### About this exercise
Print all of the data below exactly as it appears, leaving out every image.

### Stored data entries

################

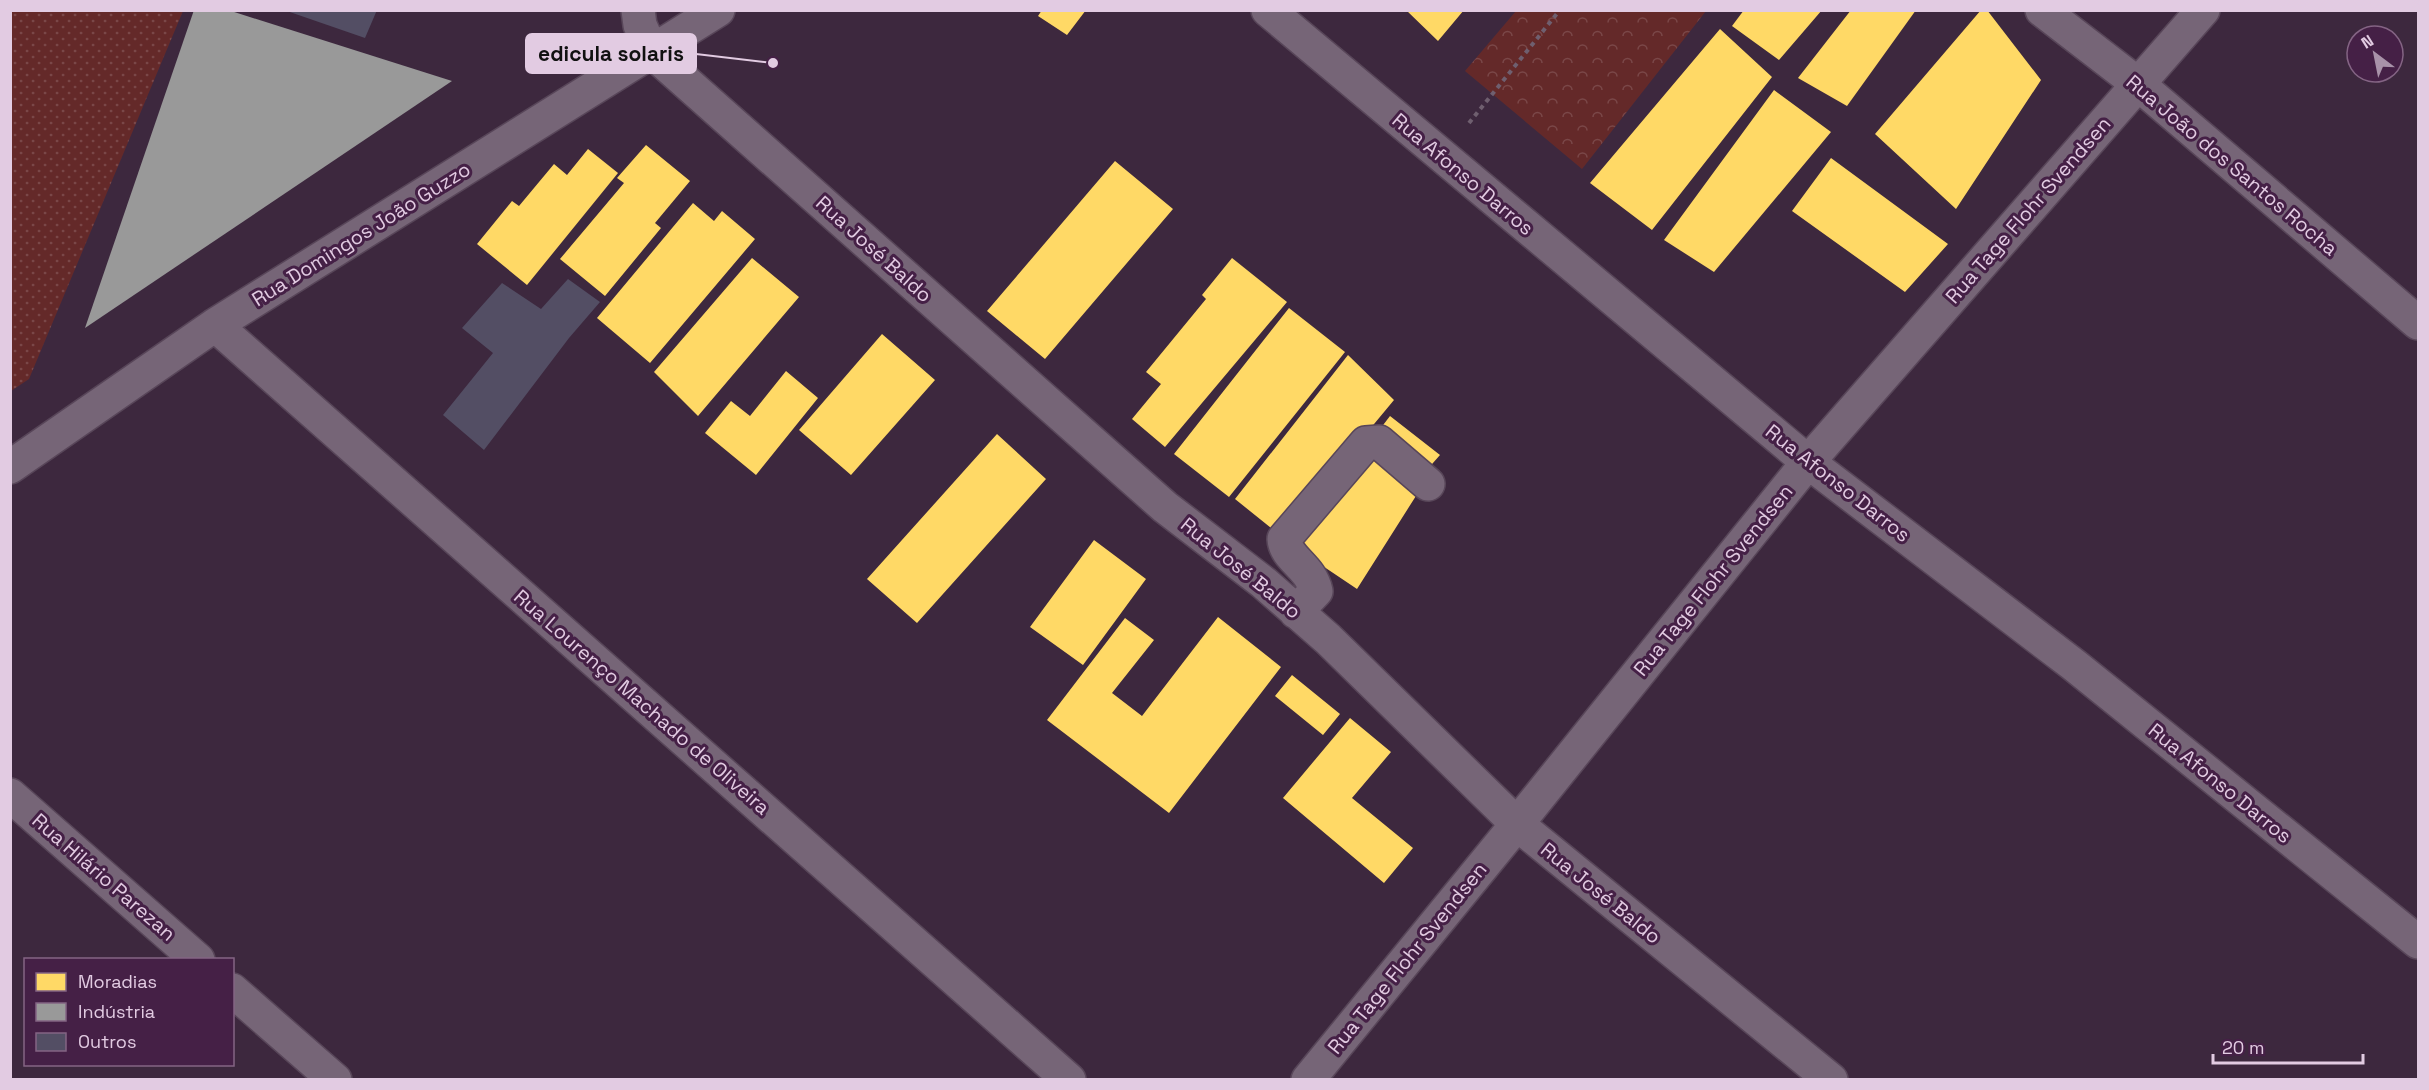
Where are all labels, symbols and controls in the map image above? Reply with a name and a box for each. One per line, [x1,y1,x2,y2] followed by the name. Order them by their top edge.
[2345,24,2405,84] north arrow
[2357,30,2377,53] text: N
[526,34,696,73] callout: edicula solaris
[538,40,684,67] text: edicula solaris
[2121,69,2343,261] street label: Rua João dos Santos Rocha
[1387,107,1539,241] street label: Rua Afonso Darros
[1940,111,2116,309] street label: Rua Tage Flohr Svendsen
[247,156,475,312] street label: Rua Domingos João Guzzo
[810,190,938,308] street label: Rua José Baldo
[1760,418,1916,548] street label: Rua Afonso Darros
[1628,479,1798,681] street label: Rua Tage Flohr Svendsen
[1175,511,1307,625] street label: Rua José Baldo
[509,584,775,820] street label: Rua Lourenço Machado de Oliveira
[2143,717,2297,849] street label: Rua Afonso Darros
[27,808,181,946] street label: Rua Hilário Parezan
[1535,836,1667,950] street label: Rua José Baldo
[1322,857,1492,1059] street label: Rua Tage Flohr Svendsen
[24,958,234,1066] legend
[78,970,157,993] text: Moradias
[78,1000,155,1023] text: Indústria
[2213,1027,2363,1065] scale bar
[78,1030,136,1053] text: Outros
[2222,1036,2265,1059] text: 20 m

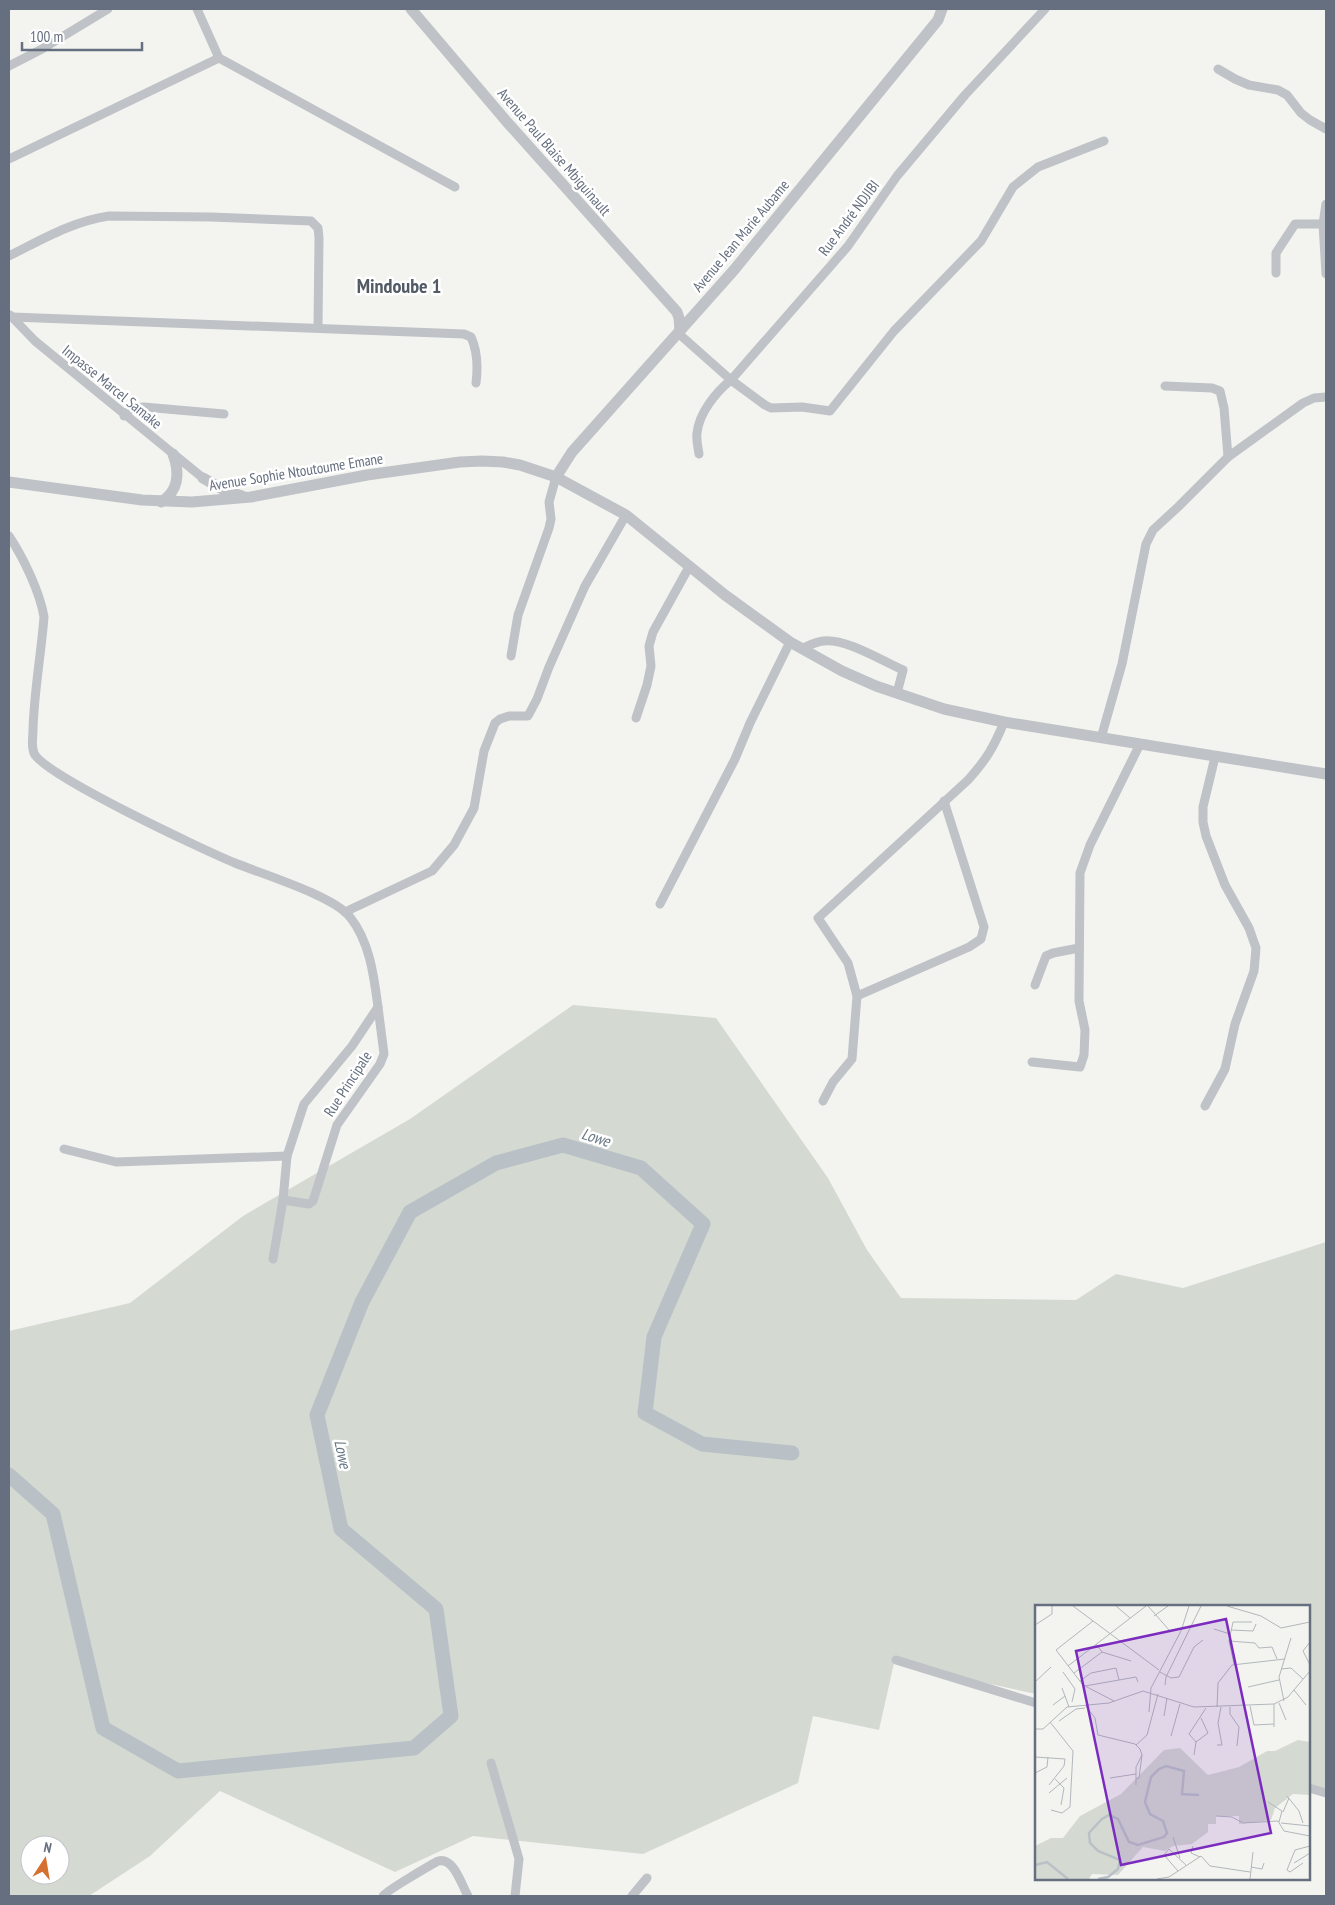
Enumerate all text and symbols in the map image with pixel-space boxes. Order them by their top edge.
scale bar [22,20,142,52]
text: 100 m [30,27,63,46]
street label: Avenue Paul Blaise Mbiguinault [494,84,615,219]
street label: Avenue Jean Marie Aubame [688,176,793,296]
street label: Rue André NDJIBI [814,176,883,259]
district label: Mindoube 1 [357,273,441,299]
street label: Impasse Marcel Samake [59,341,166,433]
street label: Avenue Sophie Ntoutoume Emane [208,448,384,495]
street label: Rue Principale [319,1047,376,1120]
water label: Lowe [579,1123,614,1151]
water label: Lowe [330,1438,356,1471]
inset map [1035,1605,1310,1880]
north arrow [20,1835,70,1885]
text: N [42,1838,53,1857]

################

### Output for this task
Where are all labels, symbols and controls in the map image above? Reply with a name and a box for each. One per line, [x1,y1,x2,y2] followed by the name. Order them by their top edge.
[2345,24,2405,84] north arrow
[2357,30,2377,53] text: N
[526,34,696,73] callout: edicula solaris
[538,40,684,67] text: edicula solaris
[2121,69,2343,261] street label: Rua João dos Santos Rocha
[1387,107,1539,241] street label: Rua Afonso Darros
[1940,111,2116,309] street label: Rua Tage Flohr Svendsen
[247,156,475,312] street label: Rua Domingos João Guzzo
[810,190,938,308] street label: Rua José Baldo
[1760,418,1916,548] street label: Rua Afonso Darros
[1628,479,1798,681] street label: Rua Tage Flohr Svendsen
[1175,511,1307,625] street label: Rua José Baldo
[509,584,775,820] street label: Rua Lourenço Machado de Oliveira
[2143,717,2297,849] street label: Rua Afonso Darros
[27,808,181,946] street label: Rua Hilário Parezan
[1535,836,1667,950] street label: Rua José Baldo
[1322,857,1492,1059] street label: Rua Tage Flohr Svendsen
[24,958,234,1066] legend
[78,970,157,993] text: Moradias
[78,1000,155,1023] text: Indústria
[2213,1027,2363,1065] scale bar
[78,1030,136,1053] text: Outros
[2222,1036,2265,1059] text: 20 m

Enumerate all text and symbols in the map image with pixel-space boxes. Order them by their top edge.
scale bar [22,20,142,52]
text: 100 m [30,27,63,46]
street label: Avenue Paul Blaise Mbiguinault [494,84,615,219]
street label: Avenue Jean Marie Aubame [688,176,793,296]
street label: Rue André NDJIBI [814,176,883,259]
district label: Mindoube 1 [357,273,441,299]
street label: Impasse Marcel Samake [59,341,166,433]
street label: Avenue Sophie Ntoutoume Emane [208,448,384,495]
street label: Rue Principale [319,1047,376,1120]
water label: Lowe [579,1123,614,1151]
water label: Lowe [330,1438,356,1471]
inset map [1035,1605,1310,1880]
north arrow [20,1835,70,1885]
text: N [42,1838,53,1857]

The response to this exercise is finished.